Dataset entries
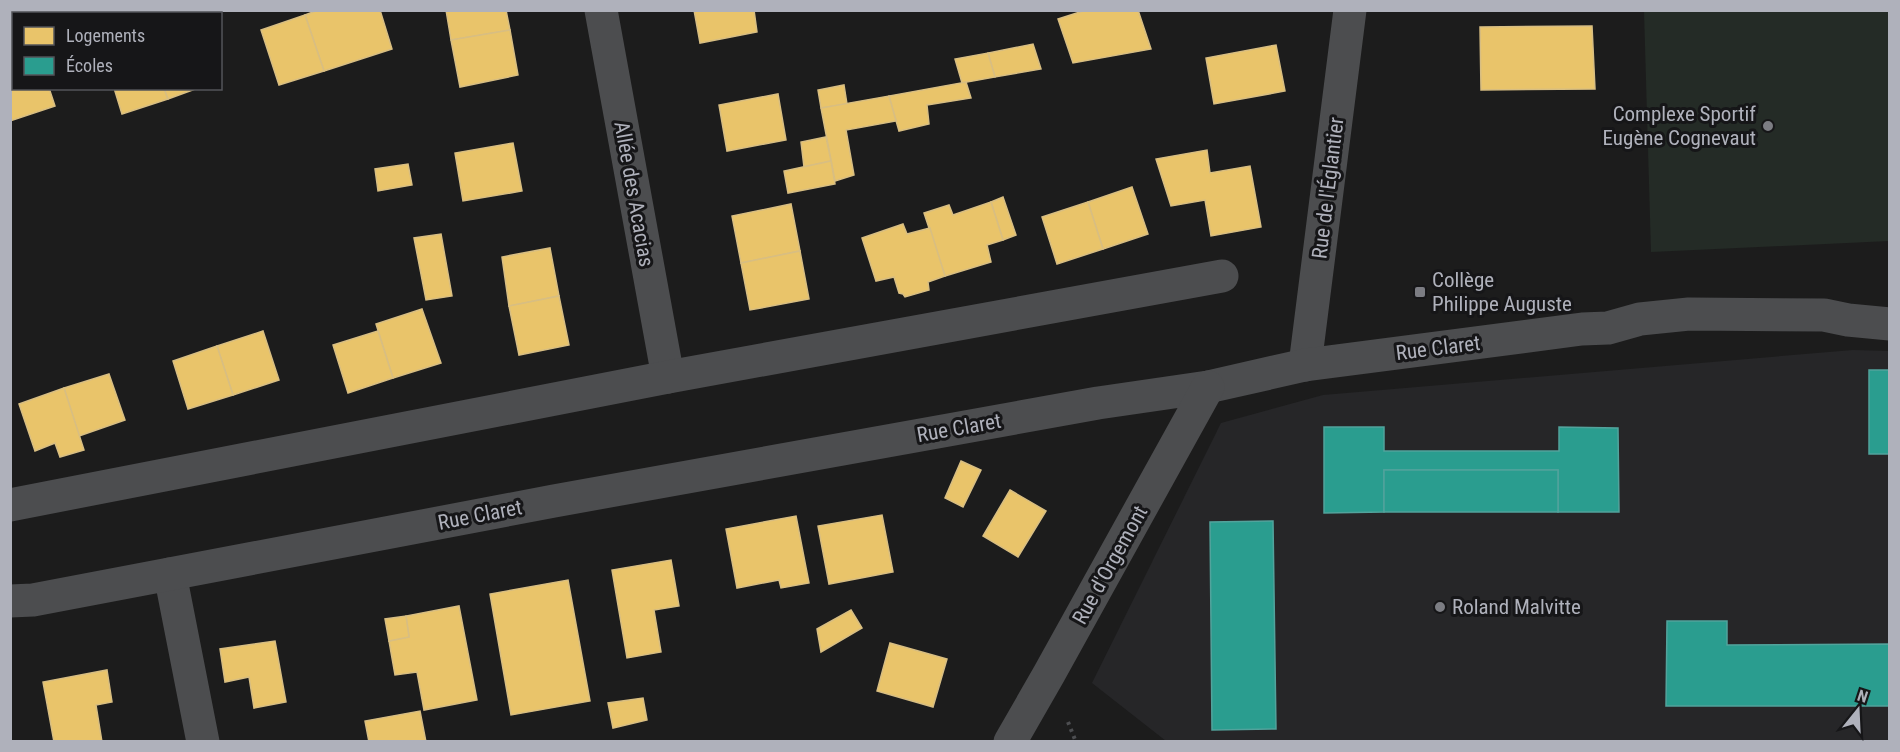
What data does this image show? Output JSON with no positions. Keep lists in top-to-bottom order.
{
  "streets": {
    "street": [
      "Rue de l'Églantier",
      "Allée des Acacias",
      "Rue Claret",
      "Rue d'Orgemont"
    ]
  },
  "crossings": [
    ["Rue de l'Églantier", "Rue Claret"],
    ["Rue Claret", "Rue d'Orgemont"]
  ],
  "places": {
    "other": ["Complexe Sportif Eugène Cognevaut", "Roland Malvitte"],
    "transit": ["Collège Philippe Auguste"]
  },
  "legend": ["Logements", "Écoles"],
  "north": "top"
}
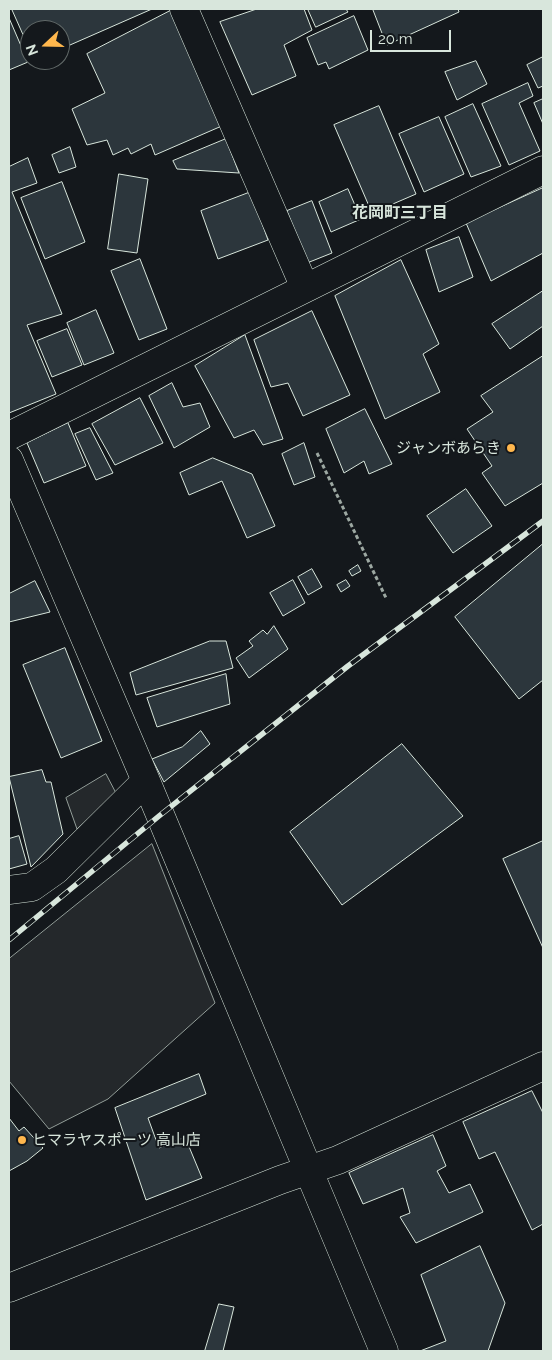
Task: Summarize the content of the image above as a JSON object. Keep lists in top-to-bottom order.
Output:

#### Instructions to follow:
Repeat only the stretch of lines that opens with the line containing "Task: Summarize the" and closes with the final line of the entries, both included, exactly as written.

#### Result for this exercise:
Task: Summarize the content of the image above as a JSON object. Keep lists in top-to-bottom order.
Output:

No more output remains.